Volle Integration von Diabetikern

Warum hat dieses Thema hohe Relevanz?
Die rund 800.000 Diabetiker:innen in Österreich berichten, dass sie sich mit Unsicherheiten, Fehlzeiten oder mangelnder Unterstützung konfrontiert sehen – im privaten wie im beruflichen Alltag. Die Österreichische Diabetes Gesellschaft (ÖDG) macht darauf aufmerksam, dass berufliche Inklusion, psychosoziale Betreuung und Gesundheitsförderung am Arbeitsplatz entscheidende Faktoren sind, damit Menschen mit Diabetes ein selbstbestimmtes, gesundes Leben führen können.

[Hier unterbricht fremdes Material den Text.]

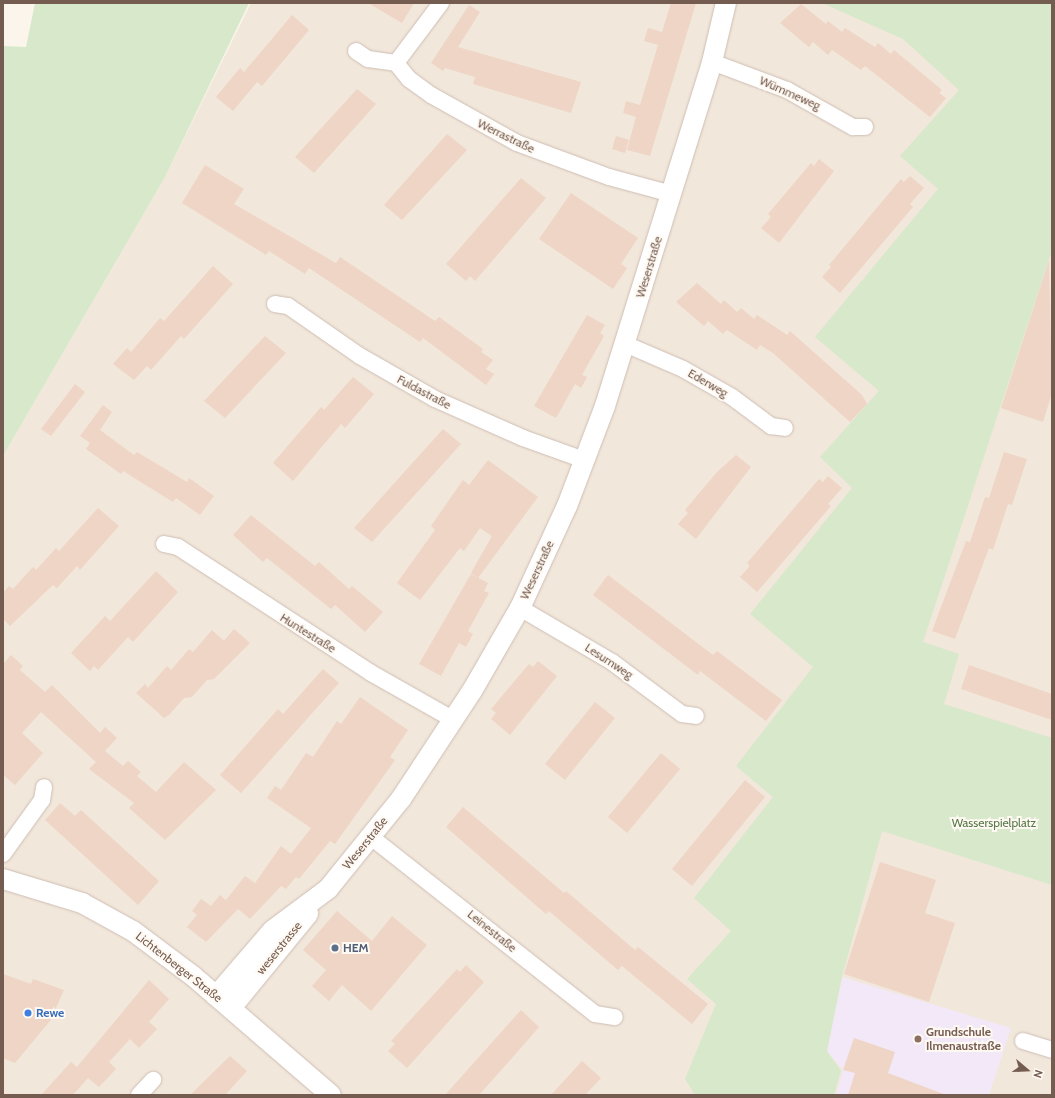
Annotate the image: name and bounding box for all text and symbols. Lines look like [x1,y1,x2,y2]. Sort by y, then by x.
street label: Wümmeweg [757,73,823,113]
street label: Werrastraße [475,116,537,156]
street label: Weserstraße [633,235,665,299]
street label: Ederweg [685,366,731,400]
street label: Fuldastraße [395,372,453,412]
street label: Weserstraße [517,538,557,602]
street label: Huntestraße [278,610,338,656]
street label: Lesumweg [582,640,636,682]
street label: Weserstraße [339,814,391,872]
park label: Wasserspielplatz [952,816,1036,830]
street label: Leinestraße [465,907,519,955]
street label: weserstrasse [253,919,305,977]
street label: Lichtenberger Straße [133,929,225,1005]
place label: HEM [343,941,369,955]
marker: HEM [330,943,340,953]
place label: Rewe [36,1006,64,1020]
marker: Rewe [23,1008,33,1018]
place label: Grundschule Ilmenaustraße [926,1025,1001,1053]
marker: Grundschule Ilmenaustraße [913,1034,923,1044]
north arrow [1007,1050,1047,1090]
text: N [1030,1068,1046,1080]

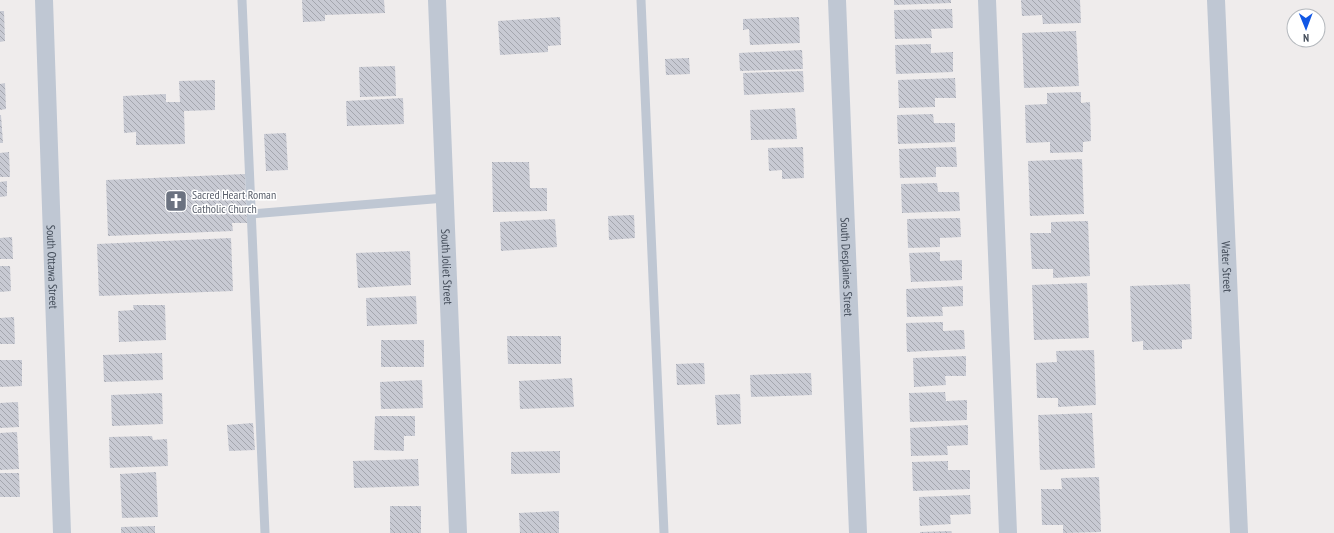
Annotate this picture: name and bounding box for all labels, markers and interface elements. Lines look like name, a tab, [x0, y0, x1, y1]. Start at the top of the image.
north arrow	[1286, 8, 1326, 48]
text: N	[1303, 31, 1309, 45]
place label: Sacred Heart Roman Catholic Church	[192, 187, 276, 216]
church icon: Sacred Heart Roman Catholic Church	[163, 188, 189, 214]
street label: South Desplaines Street	[838, 217, 857, 317]
street label: South Ottawa Street	[44, 225, 62, 310]
street label: South Joliet Street	[439, 229, 457, 306]
street label: Water Street	[1219, 241, 1236, 293]

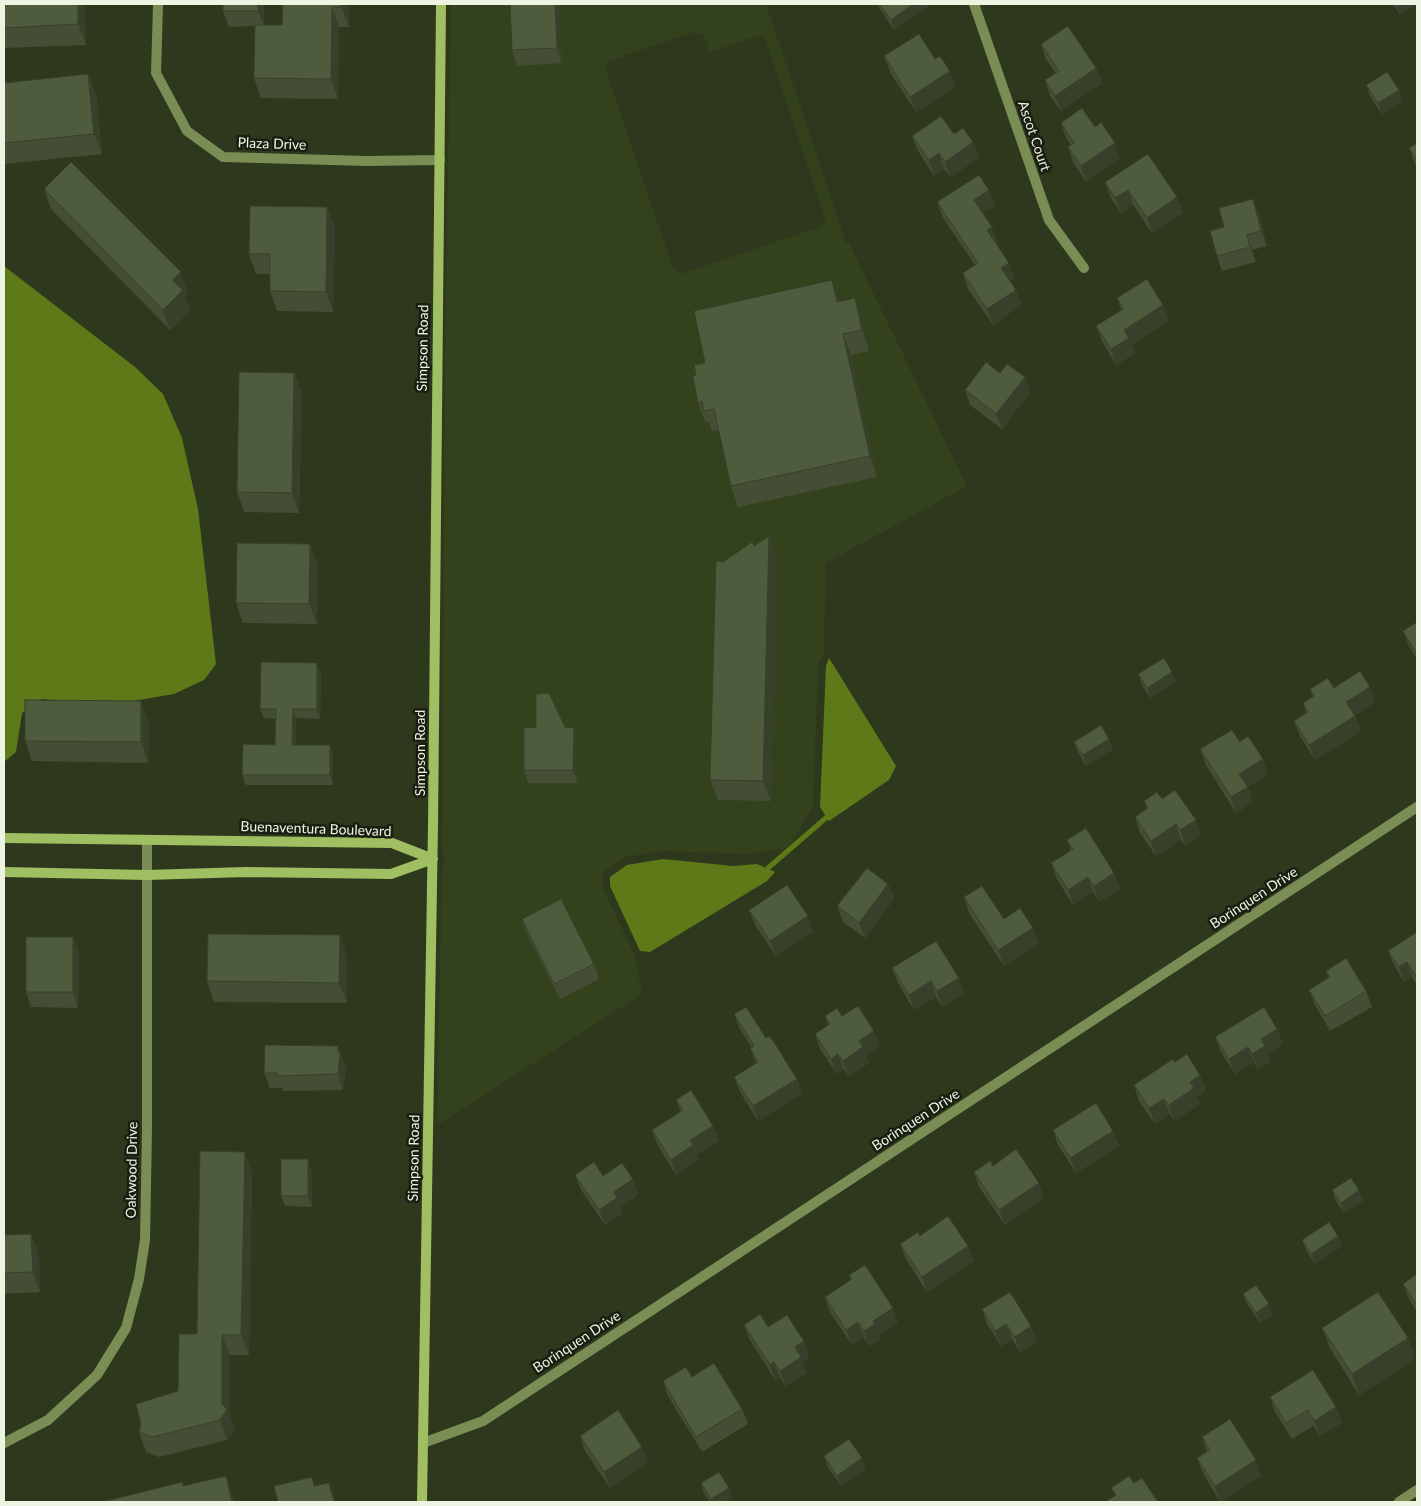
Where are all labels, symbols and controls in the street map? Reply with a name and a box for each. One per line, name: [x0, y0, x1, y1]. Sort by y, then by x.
street label: Ascot Court: [1014, 98, 1054, 174]
street label: Plaza Drive: [237, 134, 307, 154]
street label: Simpson Road: [414, 305, 432, 391]
street label: Simpson Road: [412, 710, 428, 796]
street label: Buenaventura Boulevard: [240, 818, 392, 840]
street label: Borinquen Drive: [1207, 863, 1301, 933]
street label: Borinquen Drive: [869, 1085, 963, 1155]
street label: Simpson Road: [405, 1115, 423, 1201]
street label: Oakwood Drive: [123, 1122, 141, 1218]
street label: Borinquen Drive: [530, 1307, 624, 1377]

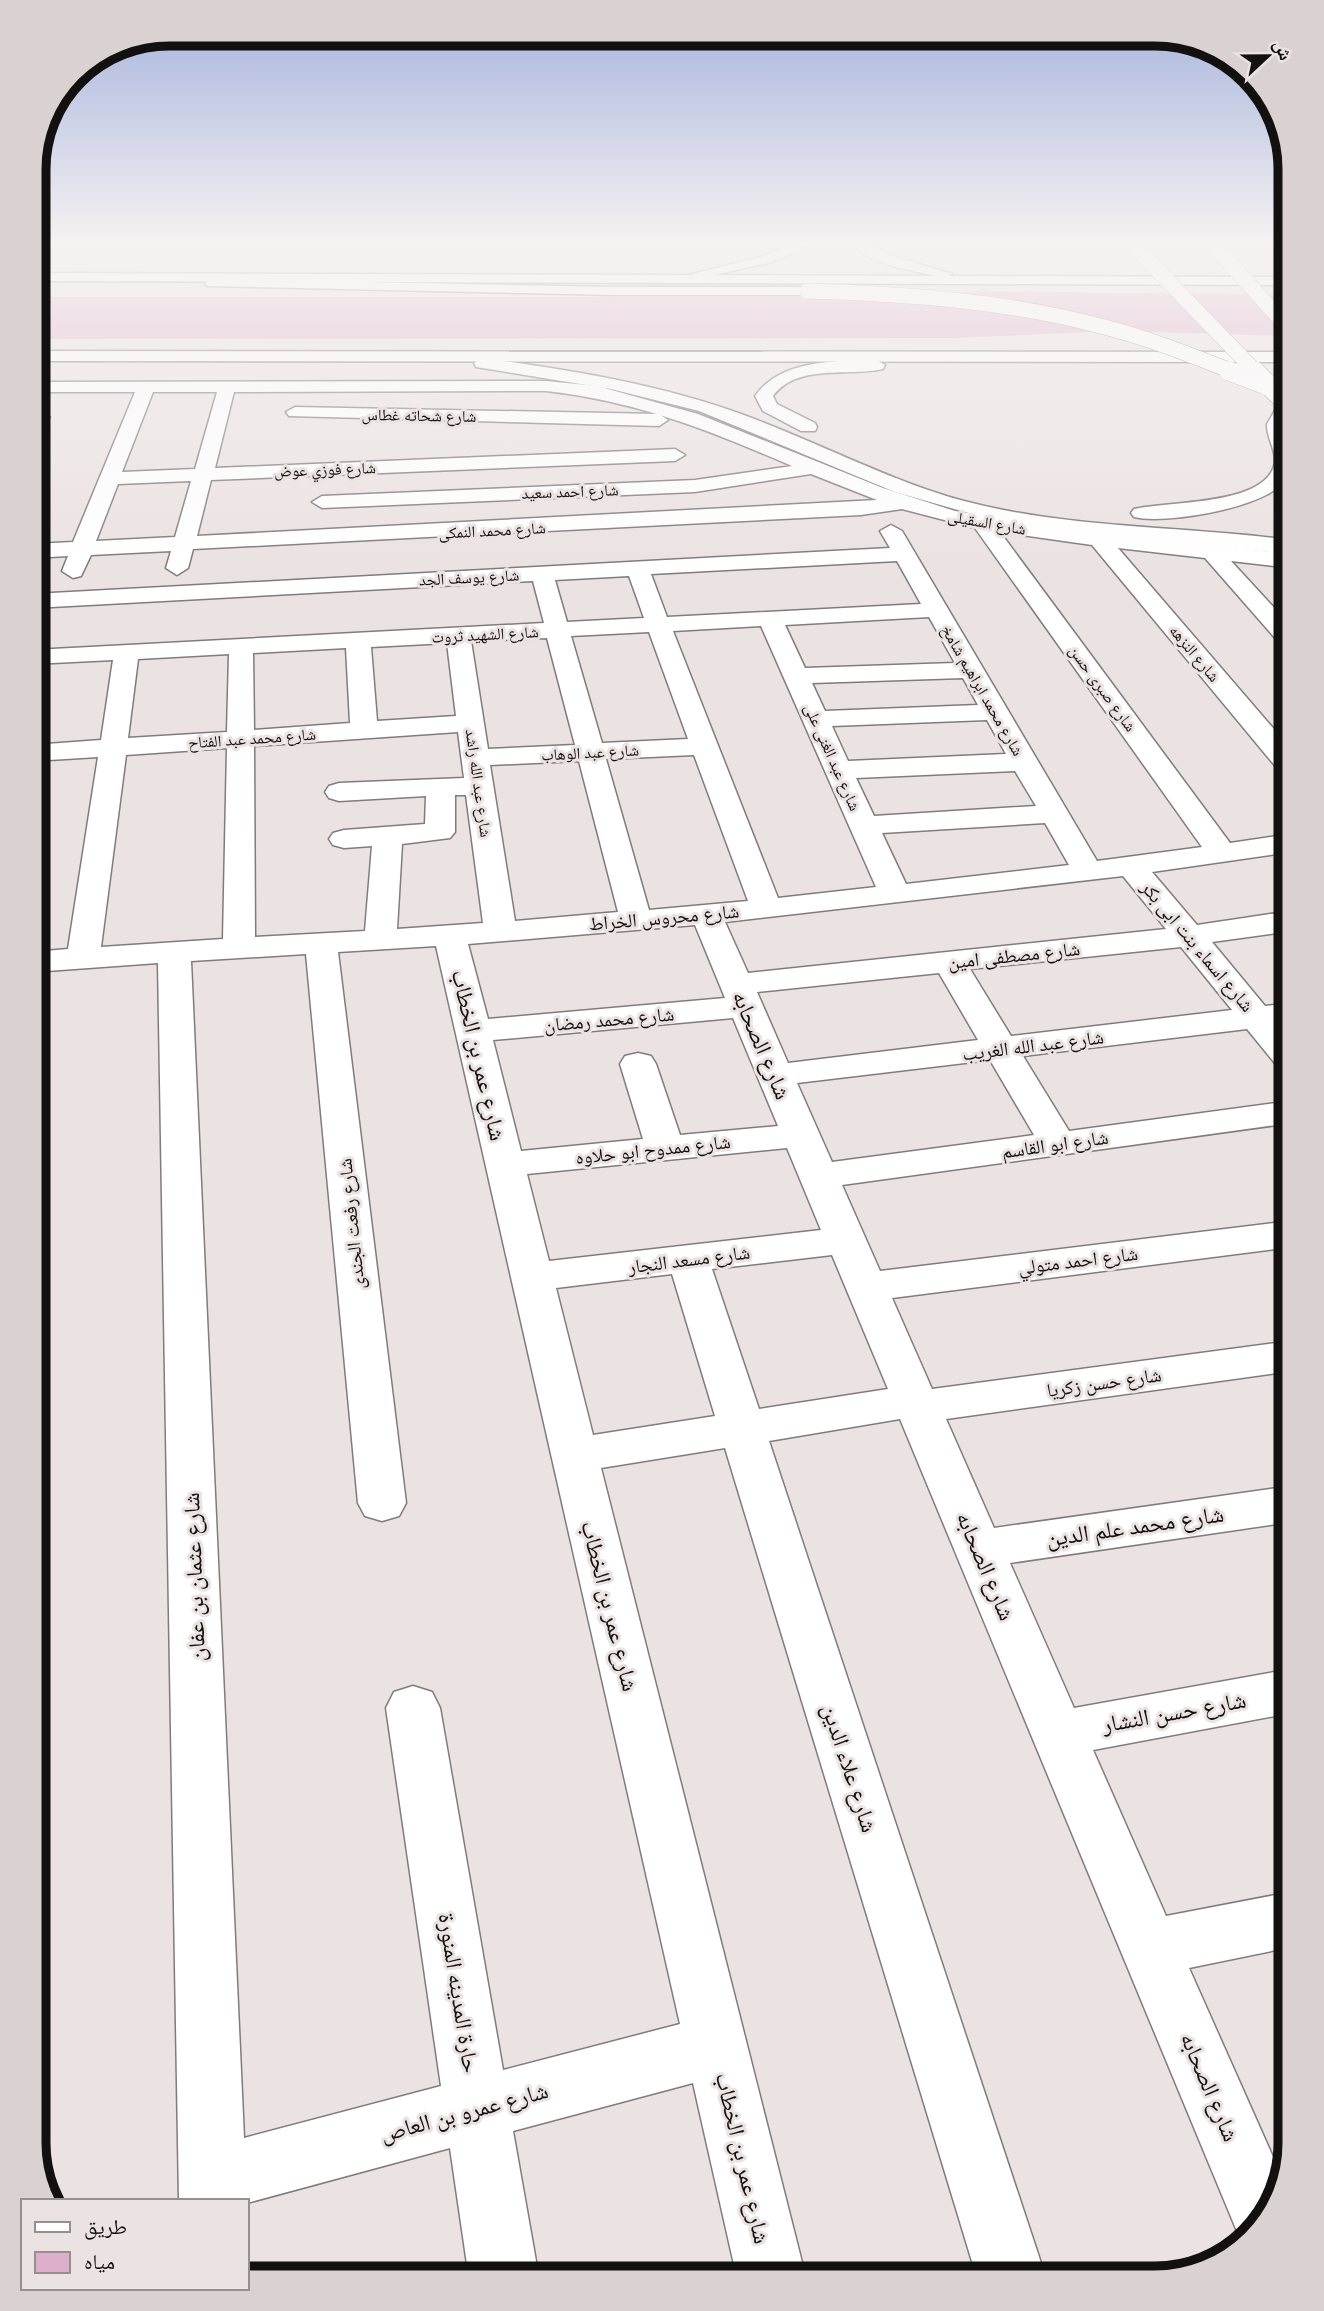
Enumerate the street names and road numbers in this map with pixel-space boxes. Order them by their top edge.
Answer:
street label: شارع شحاته غطاس [361,403,477,427]
street label: شارع فوزي عوض [274,456,376,484]
street label: شارع احمد سعيد [521,478,619,504]
street label: شارع السقيلى [946,504,1028,540]
street label: شارع محمد النمكى [438,516,546,544]
street label: شارع يوسف الجد [418,563,520,591]
street label: شارع الشهيد ثروت [431,620,539,648]
street label: شارع محمد ابراهيم شامخ [937,620,1029,760]
street label: شارع النزهه [1165,620,1225,686]
street label: شارع صبرى حسن [1064,640,1142,736]
street label: شارع عبد الغنى على [800,700,866,814]
street label: شارع محمد عبد الفتاح [187,723,317,753]
street label: شارع عبد الله راشد [461,727,497,839]
street label: شارع عبد الوهاب [541,738,639,766]
street label: شارع اسماء بنت ابى بكر [1136,874,1261,1016]
street label: شارع محروس الخراط [588,896,740,936]
street label: شارع مصطفى امين [947,934,1081,974]
street label: شارع عمر بن الخطاب [445,966,515,1144]
street label: شارع الصحابه [726,985,800,1104]
street label: شارع محمد رمضان [543,999,675,1037]
street label: شارع عبد الله الغريب [961,1022,1105,1066]
street label: شارع ابو القاسم [1000,1123,1110,1164]
street label: شارع ممدوح ابو حلاوه [574,1127,732,1169]
street label: شارع رفعت الجندى [330,1157,370,1291]
street label: شارع مسعد النجار [625,1238,751,1279]
street label: شارع احمد متولي [1016,1239,1140,1283]
street label: شارع حسن زكريا [1045,1360,1163,1402]
street label: شارع عثمان بن عفان [174,1492,212,1662]
street label: شارع محمد علم الدين [1044,1497,1226,1554]
street label: شارع الصحابه [950,1506,1024,1625]
street label: شارع عمر بن الخطاب [574,1517,648,1694]
street label: شارع حسن النشار [1098,1683,1248,1740]
street label: شارع علاء الدين [815,1699,887,1836]
street label: حارة المدينه المنورة [433,1911,488,2075]
street label: شارع الصحابه [1174,2027,1248,2146]
street label: شارع عمر بن الخطاب [709,2069,779,2247]
street label: شارع عمرو بن العاص [376,2073,551,2149]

Priv.-Doz. Dr. Gersina Rega-Kaun, erste Sekretärin der ÖDG erläutert: „Beim Weltdiabetestag 2025 geht es darum, die Arbeitswelt als relevanten Lebensbereich stärker in den Blick zu nehmen: 589 Mio. Menschen (rund 11% der Weltbevölkerung) mit Diabetes stehen täglich vor Herausforderungen am Arbeitsplatz – von Vorurteilen und Diskriminierung bis hin zu psychischen Belastungen“.
Diabetes in der Arbeitswelt:
Wichtige Eckdaten:
- Rund 70 Prozent der Menschen mit Diabetes sind im erwerbsfähigen Alter.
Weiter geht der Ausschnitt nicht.